On 6/19/23 14:31, Daniel P. Berrangé wrote:
On Mon, Jun 19, 2023 at 02:03:48PM +0200, Michal Privoznik wrote:
> It's weird that in 2023 there's no reliable and portable way to
> parse strings, but okay.
>
> We started with strtol(). Except, it doesn't work the same on
> Linux and Windows. On Windows it behaves a bit different when it
> comes to parsing strings with base = 0. So we've switched to
> g_ascii_strtoll() which promised to solve this. And it did.
> Except, it introduced another problem. I don't really understand
> why, but I've seen random test failures and all of them claimed
> inability to parse a number (specifically <memory/> from the
> hard coded domain XML from test driver, which IMO is just a
> coincidence because it's the first number we parse).
What platforms are you seeing the failures on ? All platforms or just
on Windows, or just some other specific one?
I've tried only Linux so far. Windows is out of question.
> The nature of the problem suggests there's a race condition
> somewhere. I suspected glib but I don't know their code well to
> prove it.
The code in question is:
guint64
g_ascii_strtoull (const gchar *nptr,
gchar **endptr,
guint base)
{
#if defined(USE_XLOCALE) && defined(HAVE_STRTOULL_L)
return strtoull_l (nptr, endptr, base, get_C_locale ());
#else
gboolean negative;
guint64 result;
result = g_parse_long_long (nptr, (const gchar **) endptr, base, &negative);
/* Return the result of the appropriate sign. */
return negative ? -result : result;
#endif
}
gint64
g_ascii_strtoll (const gchar *nptr,
gchar **endptr,
guint base)
{
#if defined(USE_XLOCALE) && defined(HAVE_STRTOLL_L)
return strtoll_l (nptr, endptr, base, get_C_locale ());
#else
gboolean negative;
guint64 result;
result = g_parse_long_long (nptr, (const gchar **) endptr, base, &negative);
if (negative && result > (guint64) G_MININT64)
{
errno = ERANGE;
return G_MININT64;
}
else if (!negative && result > (guint64) G_MAXINT64)
{
errno = ERANGE;
return G_MAXINT64;
}
else if (negative)
return - (gint64) result;
else
return (gint64) result;
#endif
}
On Linux, we should take the first branch on the #ifdef, which
is calling strtoll_l just as your patch is switching us to.
I guess Windows would use the g_parse_long_long fallback.

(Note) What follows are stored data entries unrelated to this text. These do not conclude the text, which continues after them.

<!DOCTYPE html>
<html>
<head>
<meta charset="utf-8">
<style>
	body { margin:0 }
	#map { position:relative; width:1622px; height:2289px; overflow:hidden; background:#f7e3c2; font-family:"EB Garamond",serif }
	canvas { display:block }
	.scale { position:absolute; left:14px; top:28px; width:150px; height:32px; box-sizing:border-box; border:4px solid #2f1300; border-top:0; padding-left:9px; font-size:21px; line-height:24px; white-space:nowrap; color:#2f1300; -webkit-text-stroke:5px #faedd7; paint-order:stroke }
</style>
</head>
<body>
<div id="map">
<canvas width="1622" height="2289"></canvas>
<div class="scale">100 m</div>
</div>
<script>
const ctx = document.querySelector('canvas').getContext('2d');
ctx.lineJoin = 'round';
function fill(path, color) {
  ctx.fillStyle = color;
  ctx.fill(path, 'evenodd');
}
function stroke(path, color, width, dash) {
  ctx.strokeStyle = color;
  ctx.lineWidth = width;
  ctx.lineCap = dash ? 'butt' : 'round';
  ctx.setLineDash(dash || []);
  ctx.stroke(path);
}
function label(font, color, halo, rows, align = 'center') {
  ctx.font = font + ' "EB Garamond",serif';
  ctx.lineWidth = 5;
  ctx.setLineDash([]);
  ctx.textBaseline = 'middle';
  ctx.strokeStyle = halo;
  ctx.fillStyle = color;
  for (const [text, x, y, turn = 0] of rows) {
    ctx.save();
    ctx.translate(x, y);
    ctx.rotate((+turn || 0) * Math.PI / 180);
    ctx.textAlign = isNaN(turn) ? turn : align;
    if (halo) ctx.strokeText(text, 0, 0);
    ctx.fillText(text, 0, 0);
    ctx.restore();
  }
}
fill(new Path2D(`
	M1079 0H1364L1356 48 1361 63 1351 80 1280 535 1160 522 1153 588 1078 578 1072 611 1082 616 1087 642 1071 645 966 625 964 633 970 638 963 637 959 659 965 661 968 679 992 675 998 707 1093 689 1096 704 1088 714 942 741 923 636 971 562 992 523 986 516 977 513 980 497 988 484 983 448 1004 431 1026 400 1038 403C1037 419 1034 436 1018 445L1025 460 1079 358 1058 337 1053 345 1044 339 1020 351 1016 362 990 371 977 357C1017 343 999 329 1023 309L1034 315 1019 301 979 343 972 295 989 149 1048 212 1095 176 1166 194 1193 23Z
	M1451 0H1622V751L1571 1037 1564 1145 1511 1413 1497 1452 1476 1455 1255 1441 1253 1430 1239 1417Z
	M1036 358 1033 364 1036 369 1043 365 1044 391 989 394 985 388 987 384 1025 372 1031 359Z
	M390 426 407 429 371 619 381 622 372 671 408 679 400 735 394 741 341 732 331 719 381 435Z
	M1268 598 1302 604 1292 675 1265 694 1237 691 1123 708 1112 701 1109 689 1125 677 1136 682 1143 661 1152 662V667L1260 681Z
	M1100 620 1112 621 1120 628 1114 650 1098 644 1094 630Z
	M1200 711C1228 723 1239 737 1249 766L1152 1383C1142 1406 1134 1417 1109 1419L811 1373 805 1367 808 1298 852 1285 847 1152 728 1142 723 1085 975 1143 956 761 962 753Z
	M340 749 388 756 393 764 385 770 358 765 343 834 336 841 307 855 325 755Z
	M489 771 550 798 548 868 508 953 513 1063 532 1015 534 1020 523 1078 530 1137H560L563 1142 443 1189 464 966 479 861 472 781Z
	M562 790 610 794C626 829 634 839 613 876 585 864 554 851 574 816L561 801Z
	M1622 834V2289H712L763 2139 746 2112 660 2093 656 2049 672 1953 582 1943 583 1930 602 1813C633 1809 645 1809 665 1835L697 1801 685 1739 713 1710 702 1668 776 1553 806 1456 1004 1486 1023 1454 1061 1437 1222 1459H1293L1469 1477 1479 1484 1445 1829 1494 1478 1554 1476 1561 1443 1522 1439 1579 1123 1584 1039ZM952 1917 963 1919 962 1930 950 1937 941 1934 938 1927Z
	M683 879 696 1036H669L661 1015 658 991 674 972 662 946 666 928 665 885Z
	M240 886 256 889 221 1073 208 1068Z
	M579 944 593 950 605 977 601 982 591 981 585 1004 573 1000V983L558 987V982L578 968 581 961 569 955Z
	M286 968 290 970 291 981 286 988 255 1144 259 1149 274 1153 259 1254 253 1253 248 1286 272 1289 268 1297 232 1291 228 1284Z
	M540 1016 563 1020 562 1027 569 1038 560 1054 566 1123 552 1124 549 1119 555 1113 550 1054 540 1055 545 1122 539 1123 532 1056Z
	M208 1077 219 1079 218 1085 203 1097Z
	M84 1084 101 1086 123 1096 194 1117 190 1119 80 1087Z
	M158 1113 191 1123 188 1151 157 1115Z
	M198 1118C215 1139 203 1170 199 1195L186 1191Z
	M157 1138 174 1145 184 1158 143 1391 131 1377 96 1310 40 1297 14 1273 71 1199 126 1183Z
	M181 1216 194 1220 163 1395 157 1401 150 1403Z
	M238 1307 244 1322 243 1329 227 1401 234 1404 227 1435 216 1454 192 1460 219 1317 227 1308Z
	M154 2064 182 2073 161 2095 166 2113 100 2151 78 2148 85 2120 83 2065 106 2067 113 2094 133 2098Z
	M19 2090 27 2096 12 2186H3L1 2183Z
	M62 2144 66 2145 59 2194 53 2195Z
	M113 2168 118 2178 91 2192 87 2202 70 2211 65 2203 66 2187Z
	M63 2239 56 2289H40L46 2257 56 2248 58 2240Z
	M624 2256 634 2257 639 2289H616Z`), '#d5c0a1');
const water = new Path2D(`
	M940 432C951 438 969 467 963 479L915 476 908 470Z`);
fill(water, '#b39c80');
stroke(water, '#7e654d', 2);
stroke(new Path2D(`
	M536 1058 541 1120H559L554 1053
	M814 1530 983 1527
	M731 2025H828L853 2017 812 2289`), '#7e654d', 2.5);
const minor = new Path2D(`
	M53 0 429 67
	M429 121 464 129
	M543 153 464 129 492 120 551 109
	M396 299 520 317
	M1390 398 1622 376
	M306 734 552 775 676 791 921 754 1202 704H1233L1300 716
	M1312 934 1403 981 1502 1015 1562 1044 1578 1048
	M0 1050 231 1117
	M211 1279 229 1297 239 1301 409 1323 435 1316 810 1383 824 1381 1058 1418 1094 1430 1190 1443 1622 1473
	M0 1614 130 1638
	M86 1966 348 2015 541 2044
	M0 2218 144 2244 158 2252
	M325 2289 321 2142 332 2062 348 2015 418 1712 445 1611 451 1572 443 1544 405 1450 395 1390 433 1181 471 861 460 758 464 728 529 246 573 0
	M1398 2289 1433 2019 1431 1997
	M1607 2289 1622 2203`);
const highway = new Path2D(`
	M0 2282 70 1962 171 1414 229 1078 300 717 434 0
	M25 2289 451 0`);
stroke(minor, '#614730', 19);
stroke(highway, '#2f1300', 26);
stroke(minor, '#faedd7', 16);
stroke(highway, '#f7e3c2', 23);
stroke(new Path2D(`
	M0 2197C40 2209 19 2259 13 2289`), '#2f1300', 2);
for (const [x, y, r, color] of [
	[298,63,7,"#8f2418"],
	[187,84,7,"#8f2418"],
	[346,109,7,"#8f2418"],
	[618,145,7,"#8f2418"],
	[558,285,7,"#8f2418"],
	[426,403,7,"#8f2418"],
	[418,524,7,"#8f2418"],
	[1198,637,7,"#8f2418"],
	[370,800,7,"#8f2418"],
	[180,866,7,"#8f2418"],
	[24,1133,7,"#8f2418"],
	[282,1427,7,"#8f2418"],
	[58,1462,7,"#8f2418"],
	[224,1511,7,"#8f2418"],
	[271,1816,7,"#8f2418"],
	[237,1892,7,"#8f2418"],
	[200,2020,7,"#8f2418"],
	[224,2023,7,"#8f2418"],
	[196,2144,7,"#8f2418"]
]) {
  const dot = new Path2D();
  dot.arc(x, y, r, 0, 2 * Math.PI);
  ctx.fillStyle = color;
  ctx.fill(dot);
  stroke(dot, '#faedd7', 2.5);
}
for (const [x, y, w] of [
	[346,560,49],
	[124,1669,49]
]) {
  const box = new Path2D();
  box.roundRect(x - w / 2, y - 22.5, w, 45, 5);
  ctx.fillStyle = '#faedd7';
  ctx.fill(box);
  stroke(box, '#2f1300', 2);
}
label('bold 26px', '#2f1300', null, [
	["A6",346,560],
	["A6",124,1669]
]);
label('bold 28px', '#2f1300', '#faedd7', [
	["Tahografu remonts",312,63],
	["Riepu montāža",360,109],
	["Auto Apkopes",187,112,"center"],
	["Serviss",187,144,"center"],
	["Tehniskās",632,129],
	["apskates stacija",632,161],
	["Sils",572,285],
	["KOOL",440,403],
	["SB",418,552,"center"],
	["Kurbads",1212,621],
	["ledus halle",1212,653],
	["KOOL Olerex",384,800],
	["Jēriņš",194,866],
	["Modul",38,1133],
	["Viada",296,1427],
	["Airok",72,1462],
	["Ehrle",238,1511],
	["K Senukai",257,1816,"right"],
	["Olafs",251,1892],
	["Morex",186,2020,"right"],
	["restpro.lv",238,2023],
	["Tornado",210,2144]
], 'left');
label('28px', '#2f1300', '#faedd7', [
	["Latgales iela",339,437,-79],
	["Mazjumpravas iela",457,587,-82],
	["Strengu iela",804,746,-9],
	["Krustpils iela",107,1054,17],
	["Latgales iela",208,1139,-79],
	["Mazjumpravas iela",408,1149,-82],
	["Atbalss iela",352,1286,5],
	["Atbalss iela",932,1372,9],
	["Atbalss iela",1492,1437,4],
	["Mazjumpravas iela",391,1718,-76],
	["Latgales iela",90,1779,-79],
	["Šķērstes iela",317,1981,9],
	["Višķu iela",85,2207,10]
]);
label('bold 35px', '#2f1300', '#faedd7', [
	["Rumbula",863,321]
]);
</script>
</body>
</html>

I don't
see anything in that code which could be non-thread safe. It is
just a copy of strtol cdoe from glibc.
On the Linux case get_C_locale is
static locale_t
get_C_locale (void)
{
static gsize initialized = FALSE;
static locale_t C_locale = NULL;
if (g_once_init_enter (&initialized))
{
C_locale = newlocale (LC_ALL_MASK, "C", NULL);
g_once_init_leave (&initialized, TRUE);
}
return C_locale;
}
and only way that could fail is if newlocale isn't threadsafe, and
we have other code in libvirt calling newlocale at exact same time
as the *first* call to get_C_locale.
Yeah, that's why I don't understand what's going on. Anyway, try running
tests repeatedly (you can use oneliner from the commit message) and
you'll run into the problem.
I've tried to debug the problem over weekend but was really
unsuccessful. Firstly, I suspected that glib version of pthread_once()
was broken. So I've rewritten get_C_locale() to use pthread_once() but
that didn't help. Which tends to point into direction of glibc,
supported by the fact that glibc impl of newlocale() does indeed have a
global RW lock. But I haven't found anything obviously wrong there either.
>
> Anyway, using strtoll_l() directly and taking glib out of the
> picture solves the issue.
I'm pretty surprised if it fixes anything ! I'm a little concerned
we might have just masked a bug that's still hiding elsewhere.
I understand that. And if you have any idea how to get to the root of
the problem, I'm more than happy to try it.
Michal